Advantages of Word Clouds
Easily Interpretable
Word clouds make complex data more easily interpretable by transforming it into an eye-catching visual that can be understood by even those who aren’t familiar with interpreting data reports. This makes it easier for customers and business owners alike to identify trends within their data sets quickly and accurately.
Quickly Identify Keywords
By filtering out unnecessary words and displaying only the most common terms in a visually appealing manner, word clouds allow users to quickly identify keywords that are relevant to their search query or project objectives.
Creates Aesthetic Visuals
Word clouds are an aesthetically pleasing way to present data in a way that looks visually appealing without sacrificing accuracy or readability. This makes them great for presentations or online content that requires visual appeal for maximum impact on viewers.
Affordable & Easy To Set Up
Setting up a word cloud is relatively easy and affordable compared to other types of data visualization tools. Many online tools allow users to quickly set up word clouds with minimal effort required, making them ideal for those who don’t want to invest too much time or money into creating visuals from their data sets.
Disadvantages of Word Clouds
May Not Be Accurate Representation Of Data
While word clouds do provide an aesthetically pleasing representation of selected terms within a given data set, they cannot accurately represent the full scope of the information contained within it due to their simplified nature – meaning that any conclusions drawn from these visuals should be taken with a grain of salt until confirmed by further analysis.
Reduced Readability
Since the sizes of words displayed in a word cloud are determined by frequency rather than grammar rules, it can be difficult for readers to parse out individual words without enough context surrounding them which can lead to difficulties in understanding what is being presented – particularly when trying to spot patterns within dense data sets with multiple terms involved.
Not Customizable Enough For Complex Projects
Although word clouds are great for quickly presenting basic information in an attractive visual format, they may not be detailed enough when working on more complex projects as there aren’t many options available when it comes to customization or formatting features offered with most available services or software programs – like changing colours/backgrounds/fonts etc., which could limit its effectiveness depending on the type project being worked on or result desired from the visualization process.
What Is The Best Word Cloud Generator?
We’ve got a little bias here at Speak AI that our software is the best word cloud generator, but to help guide you on our journey we’ve also created a list of the best word cloud generator software so your data visualization journey is as successful as possible!
Use Our Free Speak Word Cloud Generator Tool!
Word clouds can offer businesses several advantages when used correctly including providing an easy-to-interpret visual representation of text-based data sets as well as identifying common keywords quickly and creating aesthetically pleasing visuals for presentations or online content purposes.
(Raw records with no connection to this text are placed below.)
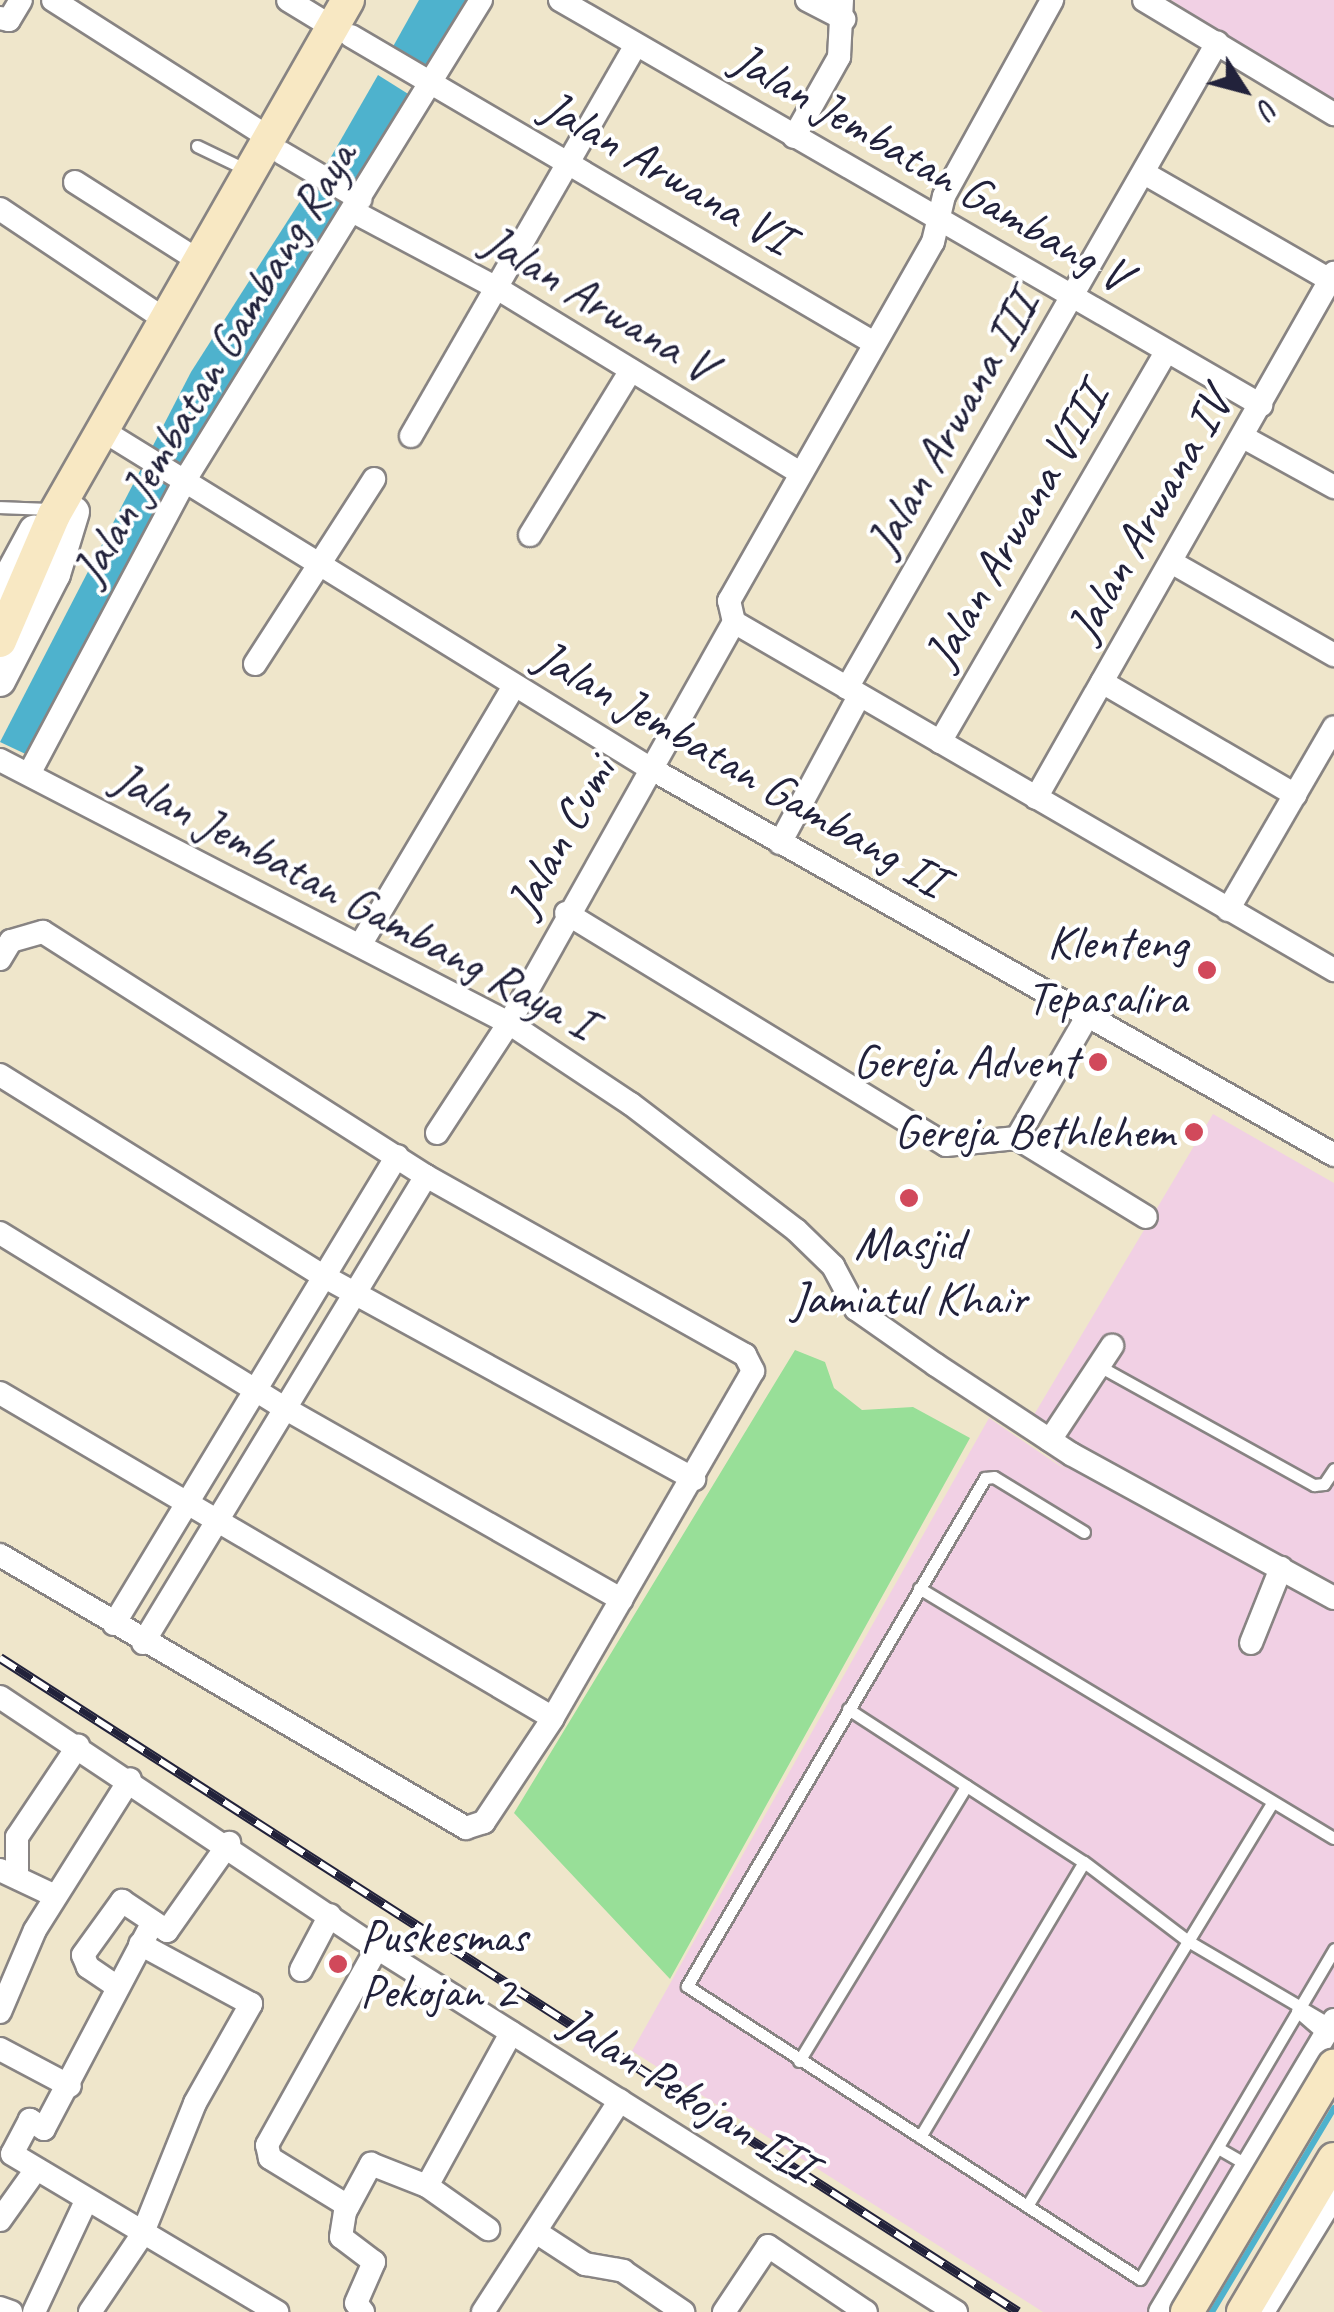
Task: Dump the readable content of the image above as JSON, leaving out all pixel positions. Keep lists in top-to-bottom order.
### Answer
{
  "streets": {
    "street": [
      "Jalan Jembatan Gambang V",
      "Jalan Arwana VI",
      "Jalan Arwana V",
      "Jalan Jembatan Gambang Raya",
      "Jalan Arwana III",
      "Jalan Arwana IV",
      "Jalan Arwana VIII",
      "Jalan Jembatan Gambang II",
      "Jalan Cumi",
      "Jalan Jembatan Gambang Raya I",
      "Jalan Pekojan III"
    ]
  },
  "crossings": [
    ["Jalan Jembatan Gambang V", "Jalan Arwana III"],
    ["Jalan Jembatan Gambang V", "Jalan Arwana IV"],
    ["Jalan Jembatan Gambang V", "Jalan Arwana VIII"],
    ["Jalan Jembatan Gambang V", "Jalan Cumi"],
    ["Jalan Arwana VI", "Jalan Jembatan Gambang Raya"],
    ["Jalan Arwana VI", "Jalan Cumi"],
    ["Jalan Arwana V", "Jalan Jembatan Gambang Raya"],
    ["Jalan Arwana V", "Jalan Cumi"],
    ["Jalan Jembatan Gambang Raya", "Jalan Jembatan Gambang II"],
    ["Jalan Jembatan Gambang Raya", "Jalan Jembatan Gambang Raya I"],
    ["Jalan Arwana III", "Jalan Jembatan Gambang II"],
    ["Jalan Jembatan Gambang II", "Jalan Cumi"],
    ["Jalan Cumi", "Jalan Jembatan Gambang Raya I"]
  ],
  "places": [
    "Klenteng Tepasalira",
    "Gereja Advent",
    "Gereja Bethlehem",
    "Masjid Jamiatul Khair",
    "Puskesmas Pekojan 2"
  ],
  "north": "bottom right"
}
However, there are several drawbacks that need to be considered before using this tool such as reduced accuracy due to oversimplification and limited customization options which could limit its effectiveness depending on the project’s requirements or desired outcome from the visualization process.
As with any tool or technique used in business applications, understanding all potential advantages and disadvantages is key – so consider carefully before deciding if this tool is right for you and your business needs!